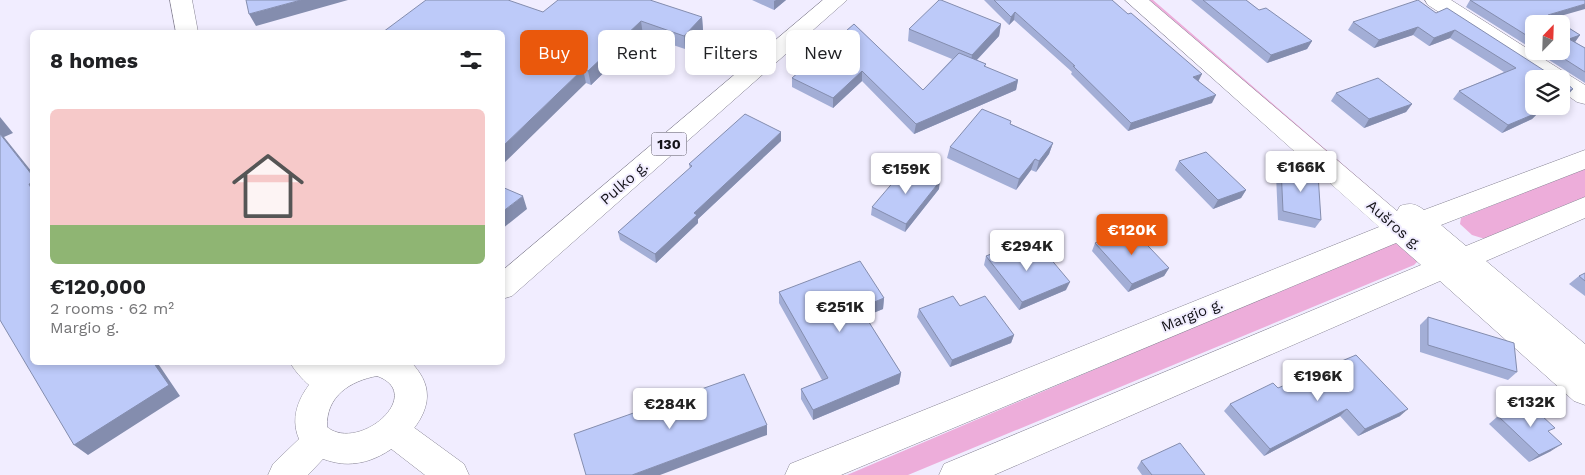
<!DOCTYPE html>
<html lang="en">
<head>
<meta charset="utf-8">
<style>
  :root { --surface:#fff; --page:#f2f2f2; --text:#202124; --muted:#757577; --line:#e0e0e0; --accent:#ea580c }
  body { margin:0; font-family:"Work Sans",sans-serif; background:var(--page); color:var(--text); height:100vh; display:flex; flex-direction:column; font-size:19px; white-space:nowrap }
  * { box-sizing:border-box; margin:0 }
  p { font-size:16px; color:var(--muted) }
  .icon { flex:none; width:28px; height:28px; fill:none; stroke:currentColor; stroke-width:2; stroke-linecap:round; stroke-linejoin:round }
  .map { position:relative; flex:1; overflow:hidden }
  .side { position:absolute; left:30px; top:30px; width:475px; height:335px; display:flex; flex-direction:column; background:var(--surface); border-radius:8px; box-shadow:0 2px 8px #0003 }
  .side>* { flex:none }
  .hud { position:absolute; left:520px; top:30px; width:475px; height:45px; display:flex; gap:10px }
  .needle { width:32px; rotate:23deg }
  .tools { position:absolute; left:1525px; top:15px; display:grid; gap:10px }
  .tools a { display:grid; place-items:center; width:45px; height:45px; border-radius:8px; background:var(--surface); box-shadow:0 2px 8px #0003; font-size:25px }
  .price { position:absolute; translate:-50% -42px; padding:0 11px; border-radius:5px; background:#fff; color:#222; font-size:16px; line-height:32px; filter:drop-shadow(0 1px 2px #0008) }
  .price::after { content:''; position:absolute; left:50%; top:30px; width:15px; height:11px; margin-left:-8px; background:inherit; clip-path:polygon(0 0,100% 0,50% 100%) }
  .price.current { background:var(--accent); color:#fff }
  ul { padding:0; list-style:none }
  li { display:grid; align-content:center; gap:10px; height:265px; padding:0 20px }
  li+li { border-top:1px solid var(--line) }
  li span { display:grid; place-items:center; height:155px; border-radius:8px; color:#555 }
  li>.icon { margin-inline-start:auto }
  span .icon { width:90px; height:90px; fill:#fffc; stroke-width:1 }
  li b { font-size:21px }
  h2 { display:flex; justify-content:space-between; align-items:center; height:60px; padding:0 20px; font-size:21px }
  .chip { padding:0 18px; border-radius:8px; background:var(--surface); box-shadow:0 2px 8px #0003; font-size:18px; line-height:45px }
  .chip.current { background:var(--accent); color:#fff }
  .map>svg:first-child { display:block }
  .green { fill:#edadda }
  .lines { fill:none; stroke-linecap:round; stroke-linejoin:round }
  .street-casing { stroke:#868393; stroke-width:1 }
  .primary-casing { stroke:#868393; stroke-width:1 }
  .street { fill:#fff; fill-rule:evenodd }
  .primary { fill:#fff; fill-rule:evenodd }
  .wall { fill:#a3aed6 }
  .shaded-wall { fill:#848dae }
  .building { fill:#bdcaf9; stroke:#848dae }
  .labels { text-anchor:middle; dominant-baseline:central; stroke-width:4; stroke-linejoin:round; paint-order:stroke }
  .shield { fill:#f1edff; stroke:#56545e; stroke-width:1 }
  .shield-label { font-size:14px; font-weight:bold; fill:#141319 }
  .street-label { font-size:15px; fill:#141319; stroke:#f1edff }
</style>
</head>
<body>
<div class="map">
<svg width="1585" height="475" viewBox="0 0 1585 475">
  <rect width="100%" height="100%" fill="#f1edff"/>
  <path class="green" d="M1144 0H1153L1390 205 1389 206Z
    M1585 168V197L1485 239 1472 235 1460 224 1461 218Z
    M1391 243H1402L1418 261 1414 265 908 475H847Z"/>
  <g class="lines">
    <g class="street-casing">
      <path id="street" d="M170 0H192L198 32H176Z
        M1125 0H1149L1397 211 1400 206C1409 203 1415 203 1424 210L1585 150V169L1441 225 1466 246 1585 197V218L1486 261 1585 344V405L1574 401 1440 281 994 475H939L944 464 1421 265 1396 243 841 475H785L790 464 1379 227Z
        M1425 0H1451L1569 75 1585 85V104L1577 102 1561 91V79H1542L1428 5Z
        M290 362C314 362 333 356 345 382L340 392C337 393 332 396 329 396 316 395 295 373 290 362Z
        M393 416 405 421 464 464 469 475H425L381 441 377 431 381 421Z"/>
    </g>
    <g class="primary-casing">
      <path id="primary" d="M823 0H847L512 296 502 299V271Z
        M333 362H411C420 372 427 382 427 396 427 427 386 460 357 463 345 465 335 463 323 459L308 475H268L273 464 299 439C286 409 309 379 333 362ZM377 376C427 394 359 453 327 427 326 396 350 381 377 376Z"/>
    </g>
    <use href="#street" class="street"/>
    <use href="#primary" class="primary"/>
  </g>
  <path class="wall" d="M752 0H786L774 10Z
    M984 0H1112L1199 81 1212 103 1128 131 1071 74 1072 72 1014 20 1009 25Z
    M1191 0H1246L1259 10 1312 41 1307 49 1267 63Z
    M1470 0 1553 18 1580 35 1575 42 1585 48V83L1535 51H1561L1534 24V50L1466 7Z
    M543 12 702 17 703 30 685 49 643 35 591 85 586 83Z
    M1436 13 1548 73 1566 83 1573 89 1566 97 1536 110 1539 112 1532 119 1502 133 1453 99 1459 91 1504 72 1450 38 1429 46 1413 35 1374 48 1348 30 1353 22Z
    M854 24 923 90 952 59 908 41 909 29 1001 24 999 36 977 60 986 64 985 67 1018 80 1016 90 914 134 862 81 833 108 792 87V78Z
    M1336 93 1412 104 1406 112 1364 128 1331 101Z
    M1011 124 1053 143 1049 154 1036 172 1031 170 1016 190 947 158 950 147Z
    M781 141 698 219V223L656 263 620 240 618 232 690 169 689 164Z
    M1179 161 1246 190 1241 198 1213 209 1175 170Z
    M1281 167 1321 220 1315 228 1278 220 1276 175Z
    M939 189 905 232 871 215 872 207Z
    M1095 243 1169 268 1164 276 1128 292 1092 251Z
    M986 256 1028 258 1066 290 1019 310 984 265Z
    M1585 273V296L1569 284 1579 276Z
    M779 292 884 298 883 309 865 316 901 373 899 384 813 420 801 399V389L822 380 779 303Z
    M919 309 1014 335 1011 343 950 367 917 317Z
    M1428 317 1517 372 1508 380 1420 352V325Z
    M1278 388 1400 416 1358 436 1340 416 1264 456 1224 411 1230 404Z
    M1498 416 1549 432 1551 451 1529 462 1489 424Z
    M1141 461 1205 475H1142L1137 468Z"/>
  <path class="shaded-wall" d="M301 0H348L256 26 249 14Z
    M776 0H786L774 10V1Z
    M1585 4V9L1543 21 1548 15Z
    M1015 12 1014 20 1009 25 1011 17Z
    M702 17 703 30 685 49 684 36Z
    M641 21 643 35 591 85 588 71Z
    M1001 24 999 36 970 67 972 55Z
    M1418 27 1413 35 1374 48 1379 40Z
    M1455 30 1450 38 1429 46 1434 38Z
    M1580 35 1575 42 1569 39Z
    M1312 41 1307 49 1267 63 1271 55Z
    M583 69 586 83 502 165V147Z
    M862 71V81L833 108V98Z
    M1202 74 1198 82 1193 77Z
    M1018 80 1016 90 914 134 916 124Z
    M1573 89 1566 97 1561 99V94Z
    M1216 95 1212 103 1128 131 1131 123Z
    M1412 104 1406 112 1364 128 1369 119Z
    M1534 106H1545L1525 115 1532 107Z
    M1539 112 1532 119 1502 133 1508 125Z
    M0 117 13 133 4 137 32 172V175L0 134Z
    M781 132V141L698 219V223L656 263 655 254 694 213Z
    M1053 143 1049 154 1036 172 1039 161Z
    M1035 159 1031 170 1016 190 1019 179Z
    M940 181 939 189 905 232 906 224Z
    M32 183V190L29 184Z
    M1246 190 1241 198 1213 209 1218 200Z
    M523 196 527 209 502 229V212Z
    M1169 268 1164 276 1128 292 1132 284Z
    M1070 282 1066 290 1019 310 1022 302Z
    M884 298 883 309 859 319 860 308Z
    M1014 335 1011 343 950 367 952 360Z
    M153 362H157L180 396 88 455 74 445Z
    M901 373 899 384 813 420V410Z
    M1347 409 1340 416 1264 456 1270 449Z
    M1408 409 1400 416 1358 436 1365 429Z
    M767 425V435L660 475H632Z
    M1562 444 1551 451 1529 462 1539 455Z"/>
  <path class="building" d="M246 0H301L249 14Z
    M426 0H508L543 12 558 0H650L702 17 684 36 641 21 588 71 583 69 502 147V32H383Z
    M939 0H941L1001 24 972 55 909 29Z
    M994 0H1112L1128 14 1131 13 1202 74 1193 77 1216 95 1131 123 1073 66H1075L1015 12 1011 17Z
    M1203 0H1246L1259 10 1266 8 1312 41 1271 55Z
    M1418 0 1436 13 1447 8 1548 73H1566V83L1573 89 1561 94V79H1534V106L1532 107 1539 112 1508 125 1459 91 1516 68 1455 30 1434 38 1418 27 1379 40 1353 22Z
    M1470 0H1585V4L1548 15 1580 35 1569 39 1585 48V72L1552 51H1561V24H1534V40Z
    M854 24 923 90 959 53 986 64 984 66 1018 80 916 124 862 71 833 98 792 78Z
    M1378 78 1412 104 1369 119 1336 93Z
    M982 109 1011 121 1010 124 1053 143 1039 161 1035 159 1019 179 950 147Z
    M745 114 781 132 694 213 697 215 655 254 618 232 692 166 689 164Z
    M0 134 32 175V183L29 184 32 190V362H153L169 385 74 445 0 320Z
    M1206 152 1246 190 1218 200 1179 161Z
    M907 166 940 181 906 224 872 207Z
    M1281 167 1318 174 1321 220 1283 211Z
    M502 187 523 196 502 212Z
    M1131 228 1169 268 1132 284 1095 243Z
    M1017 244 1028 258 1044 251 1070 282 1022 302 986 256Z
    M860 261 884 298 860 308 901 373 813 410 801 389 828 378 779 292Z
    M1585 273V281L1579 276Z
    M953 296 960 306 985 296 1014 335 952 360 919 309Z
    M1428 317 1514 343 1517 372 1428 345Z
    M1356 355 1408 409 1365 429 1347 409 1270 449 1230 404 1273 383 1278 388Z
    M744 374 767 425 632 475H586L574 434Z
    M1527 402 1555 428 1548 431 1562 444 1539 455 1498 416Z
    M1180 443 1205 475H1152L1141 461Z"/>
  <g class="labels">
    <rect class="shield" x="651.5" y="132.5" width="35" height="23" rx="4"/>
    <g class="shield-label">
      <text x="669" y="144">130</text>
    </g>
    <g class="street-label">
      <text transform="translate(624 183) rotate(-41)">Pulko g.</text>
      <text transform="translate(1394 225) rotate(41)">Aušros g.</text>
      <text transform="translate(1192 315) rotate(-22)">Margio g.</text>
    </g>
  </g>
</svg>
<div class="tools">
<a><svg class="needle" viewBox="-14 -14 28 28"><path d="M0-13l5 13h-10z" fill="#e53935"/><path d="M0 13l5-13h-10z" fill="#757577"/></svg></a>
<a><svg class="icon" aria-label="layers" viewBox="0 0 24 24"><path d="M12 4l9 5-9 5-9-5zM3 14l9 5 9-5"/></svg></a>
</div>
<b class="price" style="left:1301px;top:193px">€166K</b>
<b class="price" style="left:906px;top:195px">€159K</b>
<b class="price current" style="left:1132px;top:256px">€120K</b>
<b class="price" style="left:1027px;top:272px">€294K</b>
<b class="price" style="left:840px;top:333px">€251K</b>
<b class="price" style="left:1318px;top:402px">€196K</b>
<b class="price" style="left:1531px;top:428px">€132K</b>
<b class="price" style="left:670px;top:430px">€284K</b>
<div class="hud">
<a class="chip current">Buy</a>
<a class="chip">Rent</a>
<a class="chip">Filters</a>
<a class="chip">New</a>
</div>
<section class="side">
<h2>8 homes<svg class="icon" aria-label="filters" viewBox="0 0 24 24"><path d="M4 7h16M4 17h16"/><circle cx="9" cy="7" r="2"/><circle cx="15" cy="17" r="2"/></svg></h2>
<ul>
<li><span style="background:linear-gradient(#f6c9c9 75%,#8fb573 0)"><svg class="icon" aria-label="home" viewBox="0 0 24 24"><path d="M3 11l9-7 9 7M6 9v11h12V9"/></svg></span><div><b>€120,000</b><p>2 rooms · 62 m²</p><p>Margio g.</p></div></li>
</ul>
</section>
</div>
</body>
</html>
● ● ● ● ●
In the entries above, find each line with the string "lines" and copy it.

#### Result of the exercise:
  .lines { fill:none; stroke-linecap:round; stroke-linejoin:round }
  <g class="lines">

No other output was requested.